§ **RECORDS FOR THIS TASK**:
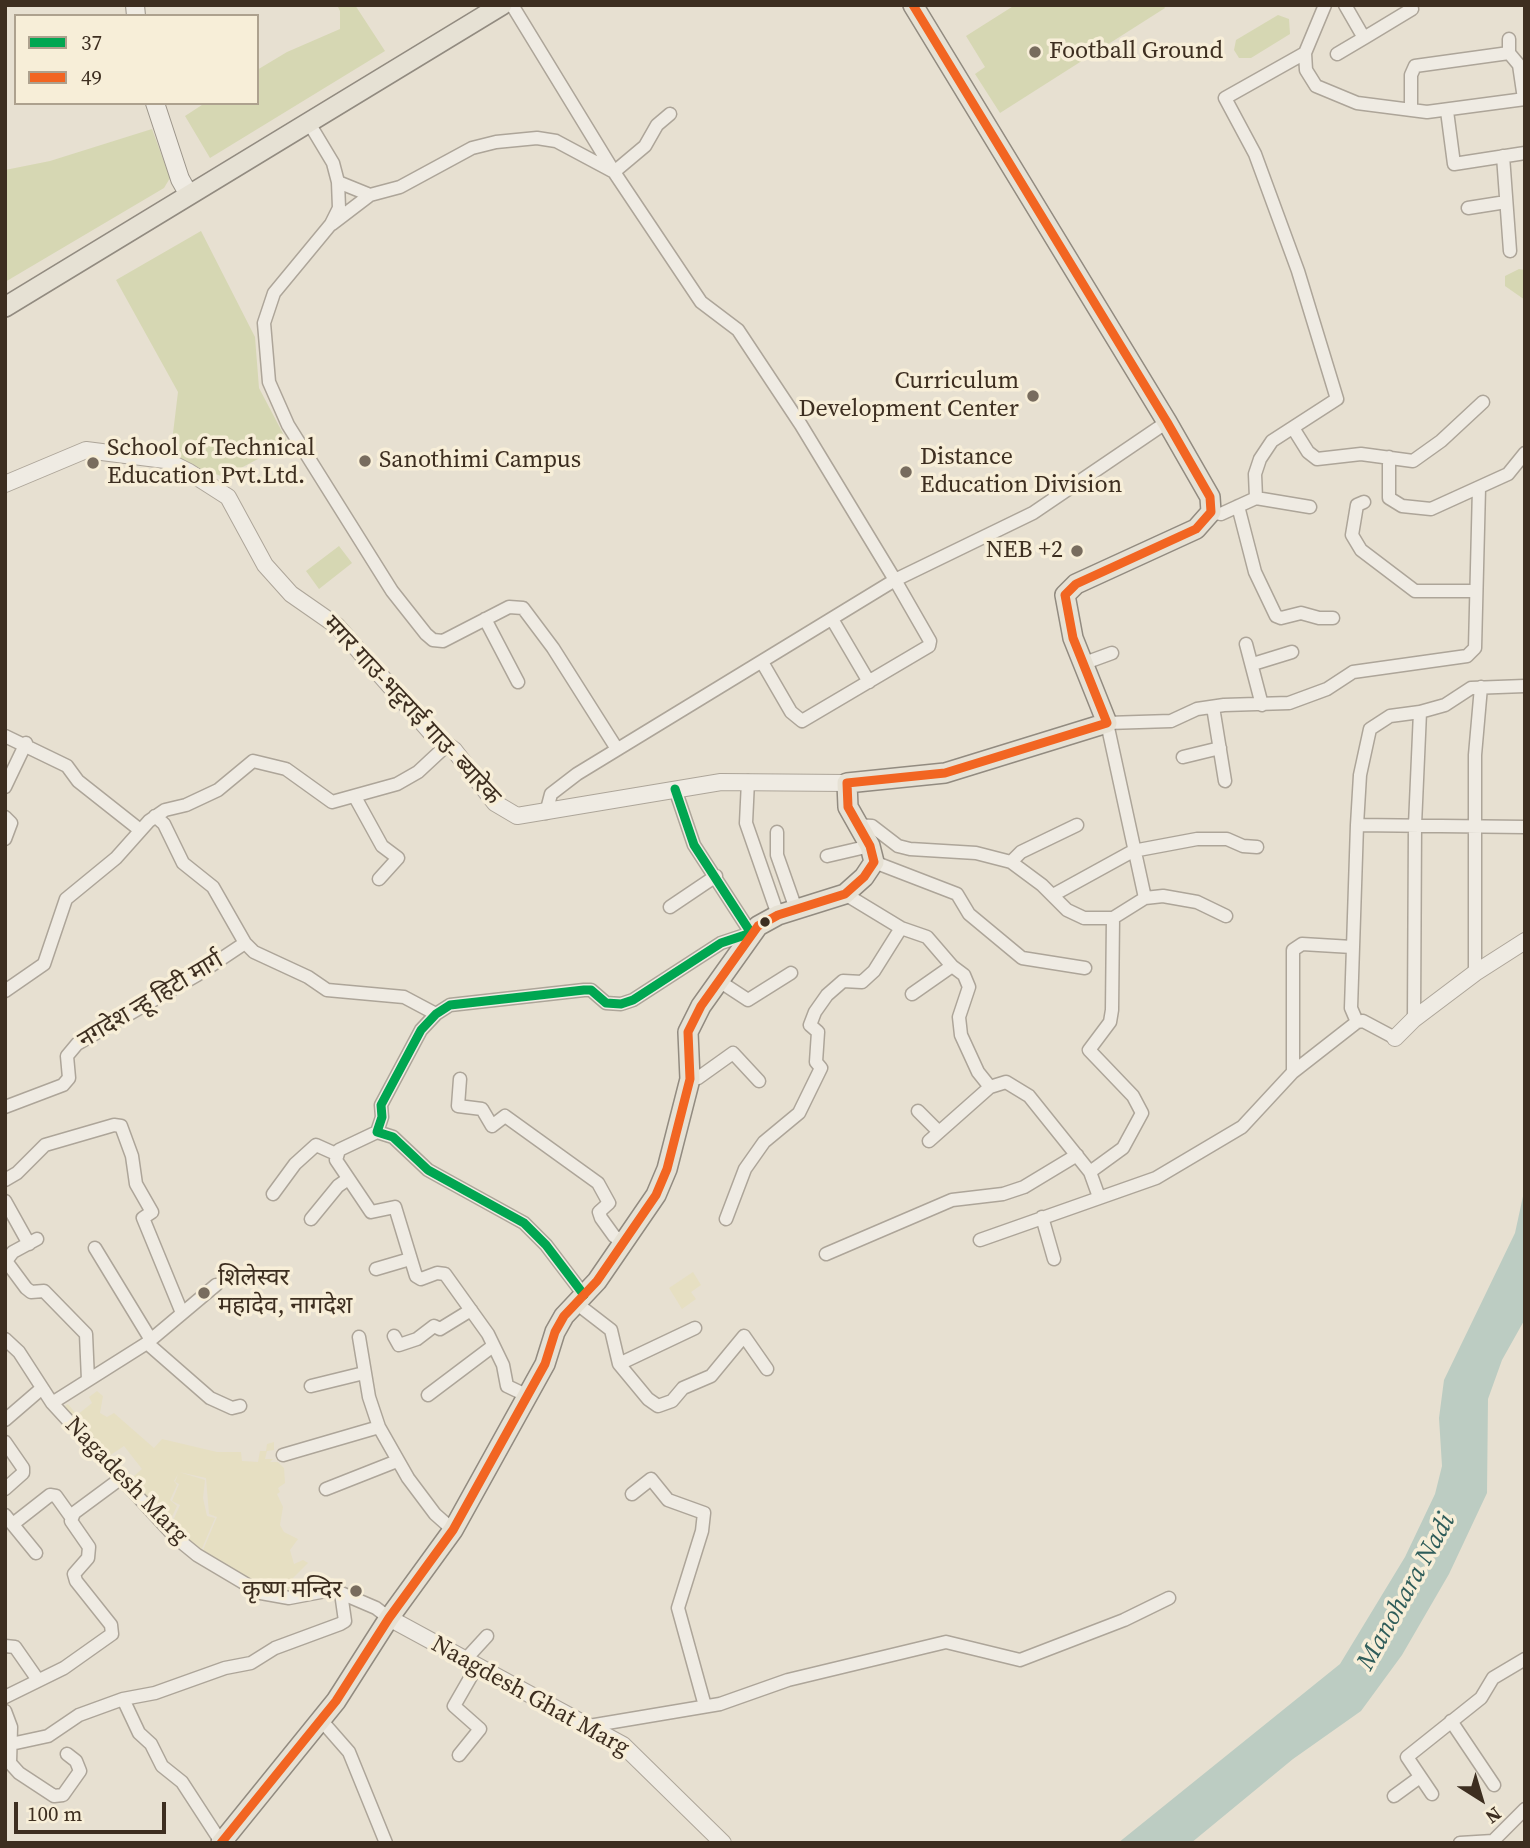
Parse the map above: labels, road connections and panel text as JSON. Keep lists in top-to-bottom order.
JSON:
{
  "streets": {
    "street": [
      "मगर गाउ-भट्टराई गाउ- ब्यारेक",
      "नगदेश न्हू हिटी मार्ग",
      "Nagadesh Marg",
      "Naagdesh Ghat Marg"
    ]
  },
  "crossings": [
    ["Nagadesh Marg", "Naagdesh Ghat Marg"]
  ],
  "water": ["Manohara Nadi"],
  "places": [
    "Football Ground",
    "Curriculum Development Center",
    "Sanothimi Campus",
    "School of Technical Education Pvt.Ltd.",
    "Distance Education Division",
    "NEB +2",
    "शिलेस्वर महादेव, नागदेश",
    "कृष्ण मन्दिर"
  ],
  "lines": ["transit line 49", "transit line 37"],
  "legend": ["37", "49"],
  "scale_bar": "100 m",
  "north": "bottom right"
}
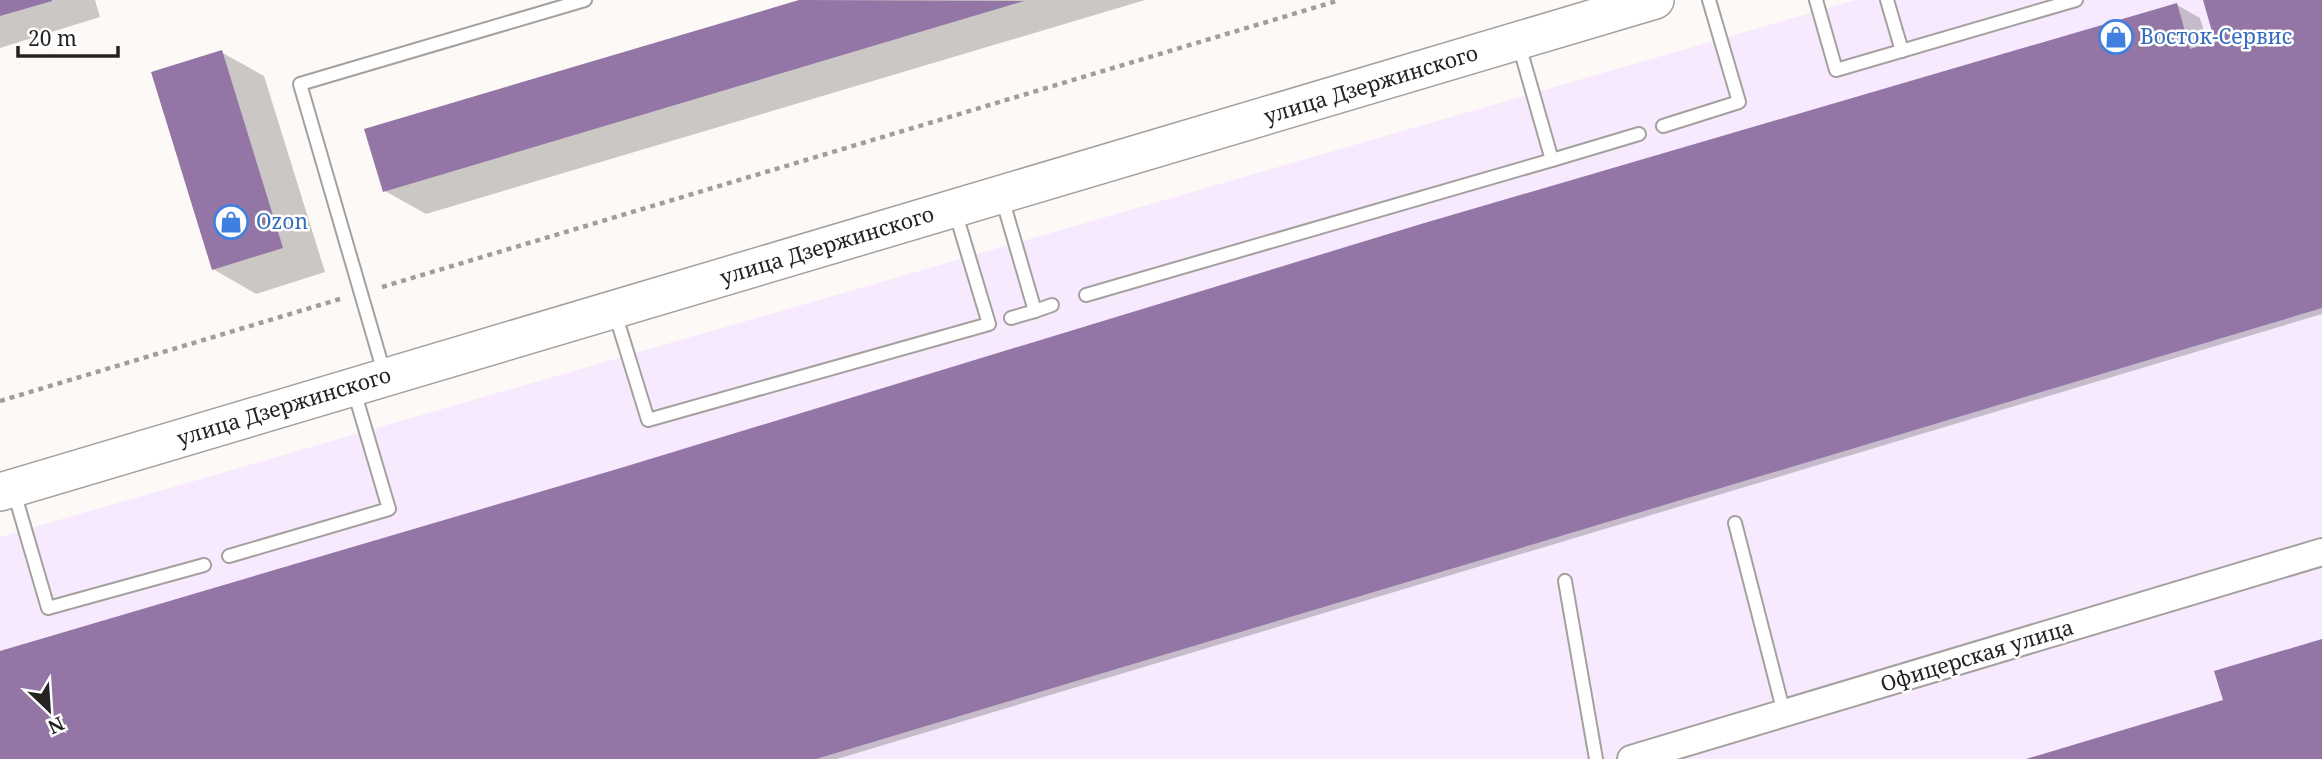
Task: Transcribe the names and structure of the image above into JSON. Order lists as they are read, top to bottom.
{
  "streets": {
    "main road": ["улица Дзержинского"],
    "street": ["Офицерская улица"]
  },
  "places": {
    "shop": ["Восток-Сервис", "Ozon"]
  },
  "scale_bar": "20 m",
  "north": "bottom right"
}
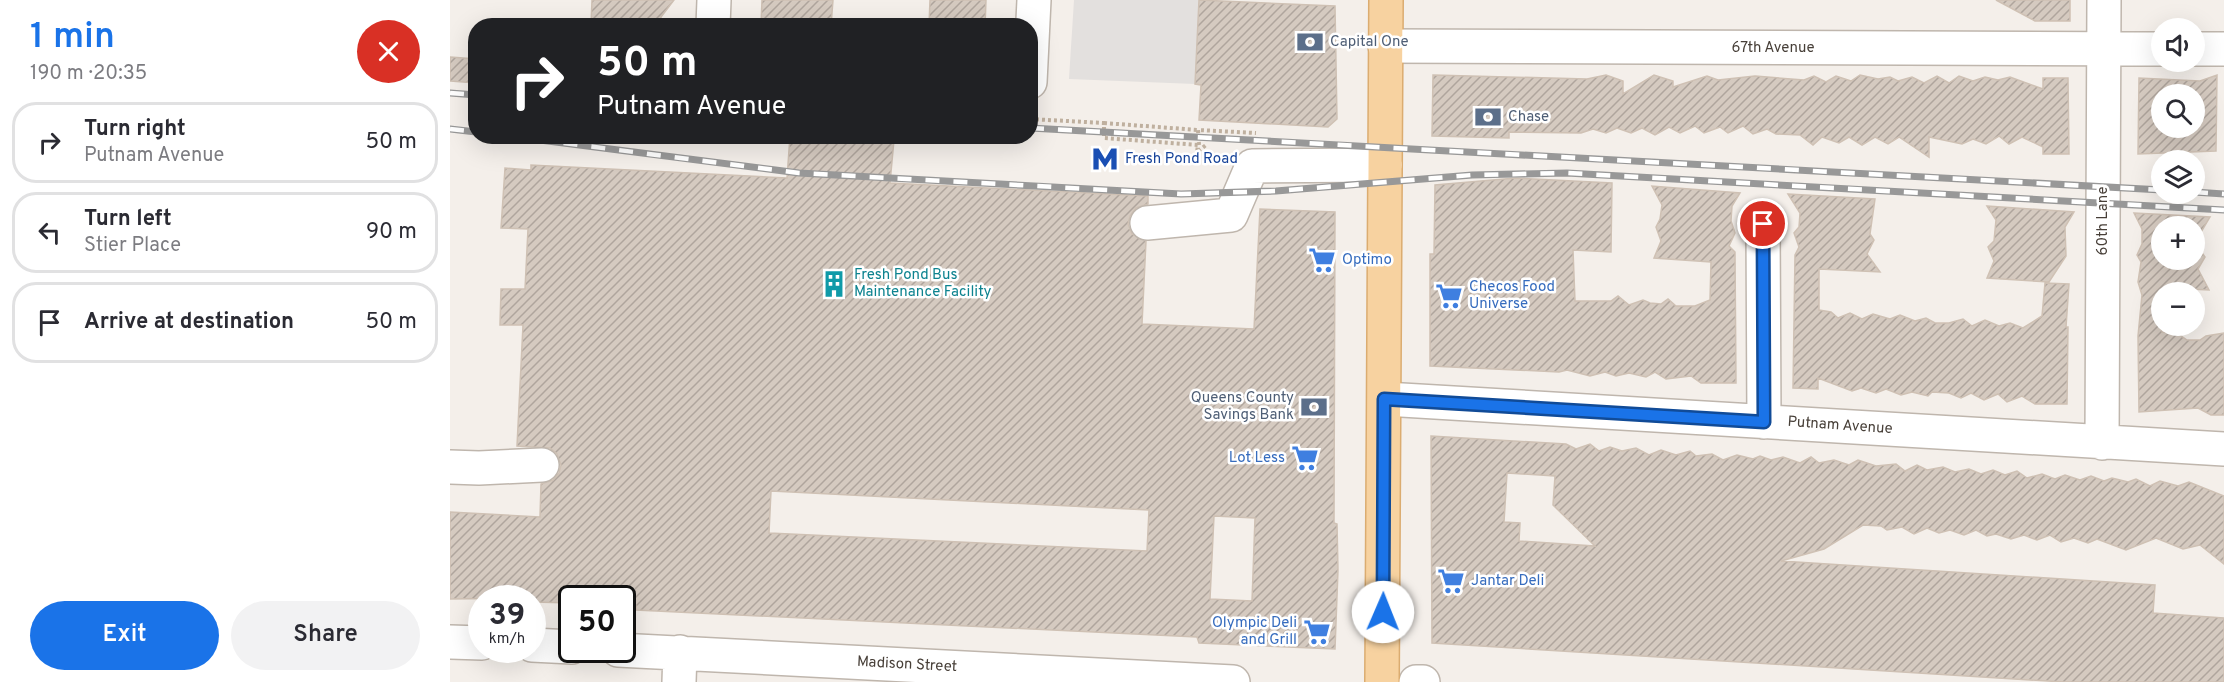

§ **WORK REQUEST**: Reproduce the full listing verbatim so that only the pictures are missing.

§ **OUTPUT FOR THIS TASK**:
Parse the map above: labels, road connections and panel text as JSON. Keep lists in top-to-bottom order.
JSON:
{
  "streets": {
    "street": [
      "मगर गाउ-भट्टराई गाउ- ब्यारेक",
      "नगदेश न्हू हिटी मार्ग",
      "Nagadesh Marg",
      "Naagdesh Ghat Marg"
    ]
  },
  "crossings": [
    ["Nagadesh Marg", "Naagdesh Ghat Marg"]
  ],
  "water": ["Manohara Nadi"],
  "places": [
    "Football Ground",
    "Curriculum Development Center",
    "Sanothimi Campus",
    "School of Technical Education Pvt.Ltd.",
    "Distance Education Division",
    "NEB +2",
    "शिलेस्वर महादेव, नागदेश",
    "कृष्ण मन्दिर"
  ],
  "lines": ["transit line 49", "transit line 37"],
  "legend": ["37", "49"],
  "scale_bar": "100 m",
  "north": "bottom right"
}
Task: Transcribe the names and structure of the image above into JSON. Order lists as they are read, top to bottom.
{
  "streets": {
    "main road": ["улица Дзержинского"],
    "street": ["Офицерская улица"]
  },
  "places": {
    "shop": ["Восток-Сервис", "Ozon"]
  },
  "scale_bar": "20 m",
  "north": "bottom right"
}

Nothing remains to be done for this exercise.